### Extracted material
- - - - -

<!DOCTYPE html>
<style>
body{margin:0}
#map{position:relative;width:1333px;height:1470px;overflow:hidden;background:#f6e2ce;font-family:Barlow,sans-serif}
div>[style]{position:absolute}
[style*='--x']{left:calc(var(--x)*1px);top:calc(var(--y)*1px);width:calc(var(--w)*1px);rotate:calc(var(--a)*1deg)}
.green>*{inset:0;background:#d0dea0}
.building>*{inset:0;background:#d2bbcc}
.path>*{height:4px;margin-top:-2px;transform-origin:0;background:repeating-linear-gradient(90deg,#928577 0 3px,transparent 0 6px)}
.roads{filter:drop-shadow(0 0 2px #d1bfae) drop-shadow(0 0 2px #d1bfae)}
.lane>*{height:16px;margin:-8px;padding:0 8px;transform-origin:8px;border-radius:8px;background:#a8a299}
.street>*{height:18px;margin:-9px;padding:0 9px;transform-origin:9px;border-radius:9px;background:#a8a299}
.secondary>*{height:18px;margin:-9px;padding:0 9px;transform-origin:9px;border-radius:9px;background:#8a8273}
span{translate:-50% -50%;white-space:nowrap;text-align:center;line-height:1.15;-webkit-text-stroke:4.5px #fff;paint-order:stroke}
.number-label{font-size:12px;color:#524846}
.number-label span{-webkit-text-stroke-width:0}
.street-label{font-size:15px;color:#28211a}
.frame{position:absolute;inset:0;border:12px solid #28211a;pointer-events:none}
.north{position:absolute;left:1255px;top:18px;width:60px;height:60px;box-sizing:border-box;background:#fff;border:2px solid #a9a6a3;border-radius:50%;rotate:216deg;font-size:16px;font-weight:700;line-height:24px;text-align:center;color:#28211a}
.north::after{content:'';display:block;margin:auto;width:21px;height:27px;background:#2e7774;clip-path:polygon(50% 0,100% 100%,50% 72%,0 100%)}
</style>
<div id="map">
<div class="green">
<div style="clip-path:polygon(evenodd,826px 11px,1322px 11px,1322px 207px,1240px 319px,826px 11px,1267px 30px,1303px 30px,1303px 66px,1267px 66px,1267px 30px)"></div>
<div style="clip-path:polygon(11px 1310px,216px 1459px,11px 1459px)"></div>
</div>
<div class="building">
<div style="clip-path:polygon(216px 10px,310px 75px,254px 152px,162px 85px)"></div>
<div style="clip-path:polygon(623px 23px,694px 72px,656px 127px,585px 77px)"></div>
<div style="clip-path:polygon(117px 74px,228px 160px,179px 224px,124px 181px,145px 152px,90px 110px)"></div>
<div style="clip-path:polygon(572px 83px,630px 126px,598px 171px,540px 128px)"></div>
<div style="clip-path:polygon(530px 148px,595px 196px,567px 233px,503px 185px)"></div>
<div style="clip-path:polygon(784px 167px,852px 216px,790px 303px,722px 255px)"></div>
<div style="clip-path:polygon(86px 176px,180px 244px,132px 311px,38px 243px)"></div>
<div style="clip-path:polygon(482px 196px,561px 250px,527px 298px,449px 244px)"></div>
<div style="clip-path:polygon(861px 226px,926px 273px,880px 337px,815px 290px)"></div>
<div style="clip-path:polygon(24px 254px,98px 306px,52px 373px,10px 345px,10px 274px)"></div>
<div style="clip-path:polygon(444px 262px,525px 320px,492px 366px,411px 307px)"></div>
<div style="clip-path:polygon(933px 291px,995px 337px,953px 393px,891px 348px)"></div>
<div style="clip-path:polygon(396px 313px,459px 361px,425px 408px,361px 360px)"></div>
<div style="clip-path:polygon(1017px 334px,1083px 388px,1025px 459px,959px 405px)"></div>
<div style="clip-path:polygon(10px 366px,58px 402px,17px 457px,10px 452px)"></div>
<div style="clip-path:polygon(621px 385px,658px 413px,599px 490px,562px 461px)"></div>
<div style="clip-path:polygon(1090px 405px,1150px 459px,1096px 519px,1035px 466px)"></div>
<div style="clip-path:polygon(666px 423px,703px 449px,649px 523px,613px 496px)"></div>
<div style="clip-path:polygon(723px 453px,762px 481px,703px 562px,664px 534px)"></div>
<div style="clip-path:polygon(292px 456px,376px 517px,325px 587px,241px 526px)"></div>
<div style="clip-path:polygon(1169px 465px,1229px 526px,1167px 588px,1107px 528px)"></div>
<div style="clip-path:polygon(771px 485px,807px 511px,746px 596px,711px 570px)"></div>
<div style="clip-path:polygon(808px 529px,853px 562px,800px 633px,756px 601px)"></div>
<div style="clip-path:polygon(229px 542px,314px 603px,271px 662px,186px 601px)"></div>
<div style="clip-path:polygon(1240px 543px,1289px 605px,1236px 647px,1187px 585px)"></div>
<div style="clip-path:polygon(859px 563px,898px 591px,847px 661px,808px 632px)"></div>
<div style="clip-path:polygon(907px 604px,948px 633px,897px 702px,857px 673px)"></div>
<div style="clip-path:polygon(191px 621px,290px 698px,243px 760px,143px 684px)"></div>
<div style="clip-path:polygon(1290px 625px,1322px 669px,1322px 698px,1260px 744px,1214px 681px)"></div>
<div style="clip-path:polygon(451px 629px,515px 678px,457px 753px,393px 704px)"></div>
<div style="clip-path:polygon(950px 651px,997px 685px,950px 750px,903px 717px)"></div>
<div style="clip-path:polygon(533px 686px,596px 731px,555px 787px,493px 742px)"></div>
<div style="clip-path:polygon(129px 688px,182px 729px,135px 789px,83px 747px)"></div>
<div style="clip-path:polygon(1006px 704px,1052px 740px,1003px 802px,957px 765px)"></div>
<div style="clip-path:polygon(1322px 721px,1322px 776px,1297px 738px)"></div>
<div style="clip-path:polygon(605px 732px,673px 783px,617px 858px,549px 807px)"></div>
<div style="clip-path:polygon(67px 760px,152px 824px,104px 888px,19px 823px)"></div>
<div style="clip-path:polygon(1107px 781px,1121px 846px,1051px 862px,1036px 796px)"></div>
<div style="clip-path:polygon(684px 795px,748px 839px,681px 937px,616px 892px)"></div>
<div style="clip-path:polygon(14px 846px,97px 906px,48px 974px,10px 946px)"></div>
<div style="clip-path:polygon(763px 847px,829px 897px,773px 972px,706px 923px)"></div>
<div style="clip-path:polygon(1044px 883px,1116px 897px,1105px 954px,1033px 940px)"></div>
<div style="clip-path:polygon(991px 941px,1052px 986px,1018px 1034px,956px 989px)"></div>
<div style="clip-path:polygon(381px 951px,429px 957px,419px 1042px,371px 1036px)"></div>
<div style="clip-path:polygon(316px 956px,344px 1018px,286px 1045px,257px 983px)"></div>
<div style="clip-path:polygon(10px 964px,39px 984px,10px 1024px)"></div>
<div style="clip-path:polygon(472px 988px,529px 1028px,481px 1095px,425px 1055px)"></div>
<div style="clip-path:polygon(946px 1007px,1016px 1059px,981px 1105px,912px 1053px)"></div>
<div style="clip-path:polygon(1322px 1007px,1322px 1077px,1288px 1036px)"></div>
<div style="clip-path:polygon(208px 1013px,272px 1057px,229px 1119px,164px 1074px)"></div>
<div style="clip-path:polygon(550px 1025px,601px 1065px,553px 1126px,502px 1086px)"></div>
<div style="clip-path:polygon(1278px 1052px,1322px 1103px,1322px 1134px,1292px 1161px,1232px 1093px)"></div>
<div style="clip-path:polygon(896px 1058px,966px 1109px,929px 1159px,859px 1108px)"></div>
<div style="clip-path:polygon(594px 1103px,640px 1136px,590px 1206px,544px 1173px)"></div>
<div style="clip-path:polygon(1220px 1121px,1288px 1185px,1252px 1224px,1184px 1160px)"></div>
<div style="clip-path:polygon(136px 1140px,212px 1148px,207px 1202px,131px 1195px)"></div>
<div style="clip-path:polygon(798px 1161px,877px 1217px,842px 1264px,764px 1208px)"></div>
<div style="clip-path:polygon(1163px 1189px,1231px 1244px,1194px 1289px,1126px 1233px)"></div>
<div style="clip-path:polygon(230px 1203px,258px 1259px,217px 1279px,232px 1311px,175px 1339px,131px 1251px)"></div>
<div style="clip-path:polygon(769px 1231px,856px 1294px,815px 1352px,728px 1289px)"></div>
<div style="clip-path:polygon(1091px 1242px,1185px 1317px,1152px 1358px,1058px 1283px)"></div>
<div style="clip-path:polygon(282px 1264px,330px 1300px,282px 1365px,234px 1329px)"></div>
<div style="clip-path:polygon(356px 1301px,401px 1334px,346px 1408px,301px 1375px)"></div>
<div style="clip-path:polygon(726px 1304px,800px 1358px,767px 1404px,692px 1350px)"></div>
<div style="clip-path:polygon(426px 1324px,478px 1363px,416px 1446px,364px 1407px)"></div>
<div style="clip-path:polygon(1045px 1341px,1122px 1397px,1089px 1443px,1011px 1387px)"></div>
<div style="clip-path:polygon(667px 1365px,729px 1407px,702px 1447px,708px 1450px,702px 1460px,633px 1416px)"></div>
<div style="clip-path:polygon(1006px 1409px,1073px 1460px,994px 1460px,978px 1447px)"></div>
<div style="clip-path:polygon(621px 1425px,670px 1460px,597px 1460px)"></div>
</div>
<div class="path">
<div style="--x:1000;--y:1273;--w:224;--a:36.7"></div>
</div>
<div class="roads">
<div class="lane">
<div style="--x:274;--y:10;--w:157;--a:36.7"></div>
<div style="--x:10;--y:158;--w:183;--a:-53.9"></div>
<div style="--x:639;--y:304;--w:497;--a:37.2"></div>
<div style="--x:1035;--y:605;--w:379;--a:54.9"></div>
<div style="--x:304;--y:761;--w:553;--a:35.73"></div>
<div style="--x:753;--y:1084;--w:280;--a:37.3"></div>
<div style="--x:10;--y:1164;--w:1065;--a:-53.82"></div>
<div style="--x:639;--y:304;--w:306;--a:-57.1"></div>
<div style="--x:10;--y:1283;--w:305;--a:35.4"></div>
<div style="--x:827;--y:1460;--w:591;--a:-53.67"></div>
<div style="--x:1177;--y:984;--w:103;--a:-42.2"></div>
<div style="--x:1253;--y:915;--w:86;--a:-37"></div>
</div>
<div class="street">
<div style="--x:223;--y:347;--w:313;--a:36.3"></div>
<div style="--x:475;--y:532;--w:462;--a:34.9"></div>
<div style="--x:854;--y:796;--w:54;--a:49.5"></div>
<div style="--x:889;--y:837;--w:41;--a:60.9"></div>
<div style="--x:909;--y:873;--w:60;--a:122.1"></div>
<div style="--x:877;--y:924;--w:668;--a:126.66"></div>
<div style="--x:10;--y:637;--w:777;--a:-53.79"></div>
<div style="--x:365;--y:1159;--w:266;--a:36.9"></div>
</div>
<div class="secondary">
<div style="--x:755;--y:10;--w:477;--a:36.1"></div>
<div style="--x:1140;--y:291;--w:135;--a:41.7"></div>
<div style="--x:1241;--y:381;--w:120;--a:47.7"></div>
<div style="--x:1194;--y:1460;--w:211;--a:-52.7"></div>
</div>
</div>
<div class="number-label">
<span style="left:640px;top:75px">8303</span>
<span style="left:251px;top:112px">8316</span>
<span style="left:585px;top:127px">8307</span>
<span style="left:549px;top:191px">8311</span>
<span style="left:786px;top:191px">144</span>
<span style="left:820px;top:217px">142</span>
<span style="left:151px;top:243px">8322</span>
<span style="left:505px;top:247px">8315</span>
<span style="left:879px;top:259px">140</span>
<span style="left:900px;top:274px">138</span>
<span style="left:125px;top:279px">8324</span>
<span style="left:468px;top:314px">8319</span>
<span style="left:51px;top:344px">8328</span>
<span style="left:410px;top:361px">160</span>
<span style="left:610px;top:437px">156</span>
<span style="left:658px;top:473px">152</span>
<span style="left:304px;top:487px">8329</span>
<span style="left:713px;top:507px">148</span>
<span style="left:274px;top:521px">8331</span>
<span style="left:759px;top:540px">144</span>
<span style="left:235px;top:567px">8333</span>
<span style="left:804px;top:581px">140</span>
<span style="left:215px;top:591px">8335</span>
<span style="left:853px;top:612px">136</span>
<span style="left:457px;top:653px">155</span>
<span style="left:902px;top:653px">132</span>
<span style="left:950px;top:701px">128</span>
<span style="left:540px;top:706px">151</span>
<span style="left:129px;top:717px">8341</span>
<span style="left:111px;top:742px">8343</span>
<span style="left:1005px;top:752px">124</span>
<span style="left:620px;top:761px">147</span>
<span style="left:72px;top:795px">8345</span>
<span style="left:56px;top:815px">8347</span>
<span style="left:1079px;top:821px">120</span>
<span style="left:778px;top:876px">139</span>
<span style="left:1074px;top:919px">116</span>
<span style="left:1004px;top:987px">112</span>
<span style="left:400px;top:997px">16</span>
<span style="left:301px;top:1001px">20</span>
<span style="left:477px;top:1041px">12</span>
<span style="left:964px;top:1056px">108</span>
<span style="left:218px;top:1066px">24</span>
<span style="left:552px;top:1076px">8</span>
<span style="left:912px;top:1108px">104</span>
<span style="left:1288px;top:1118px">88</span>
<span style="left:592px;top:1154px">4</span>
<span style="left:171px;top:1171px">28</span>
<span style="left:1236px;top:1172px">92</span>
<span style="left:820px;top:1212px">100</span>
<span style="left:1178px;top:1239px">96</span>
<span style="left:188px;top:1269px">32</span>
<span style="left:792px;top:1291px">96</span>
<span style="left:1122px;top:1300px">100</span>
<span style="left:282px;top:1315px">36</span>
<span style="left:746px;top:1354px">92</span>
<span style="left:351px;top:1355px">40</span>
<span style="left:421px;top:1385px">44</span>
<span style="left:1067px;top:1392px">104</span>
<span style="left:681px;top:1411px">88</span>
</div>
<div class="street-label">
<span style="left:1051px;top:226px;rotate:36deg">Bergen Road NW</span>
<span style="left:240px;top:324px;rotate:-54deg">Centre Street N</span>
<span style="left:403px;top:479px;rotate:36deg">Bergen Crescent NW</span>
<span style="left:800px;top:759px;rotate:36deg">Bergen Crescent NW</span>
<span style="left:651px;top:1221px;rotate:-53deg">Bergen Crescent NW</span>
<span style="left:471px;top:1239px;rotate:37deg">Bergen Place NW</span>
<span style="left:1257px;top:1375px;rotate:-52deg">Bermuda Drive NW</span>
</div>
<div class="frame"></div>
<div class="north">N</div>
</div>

- - - - -

### What this task involves
Please, starting with the first line of the material above, write out each line exactly and finish on the line that includes "2px #d1bfae) drop-shadow(0".

### Reply
<!DOCTYPE html>
<style>
body{margin:0}
#map{position:relative;width:1333px;height:1470px;overflow:hidden;background:#f6e2ce;font-family:Barlow,sans-serif}
div>[style]{position:absolute}
[style*='--x']{left:calc(var(--x)*1px);top:calc(var(--y)*1px);width:calc(var(--w)*1px);rotate:calc(var(--a)*1deg)}
.green>*{inset:0;background:#d0dea0}
.building>*{inset:0;background:#d2bbcc}
.path>*{height:4px;margin-top:-2px;transform-origin:0;background:repeating-linear-gradient(90deg,#928577 0 3px,transparent 0 6px)}
.roads{filter:drop-shadow(0 0 2px #d1bfae) drop-shadow(0 0 2px #d1bfae)}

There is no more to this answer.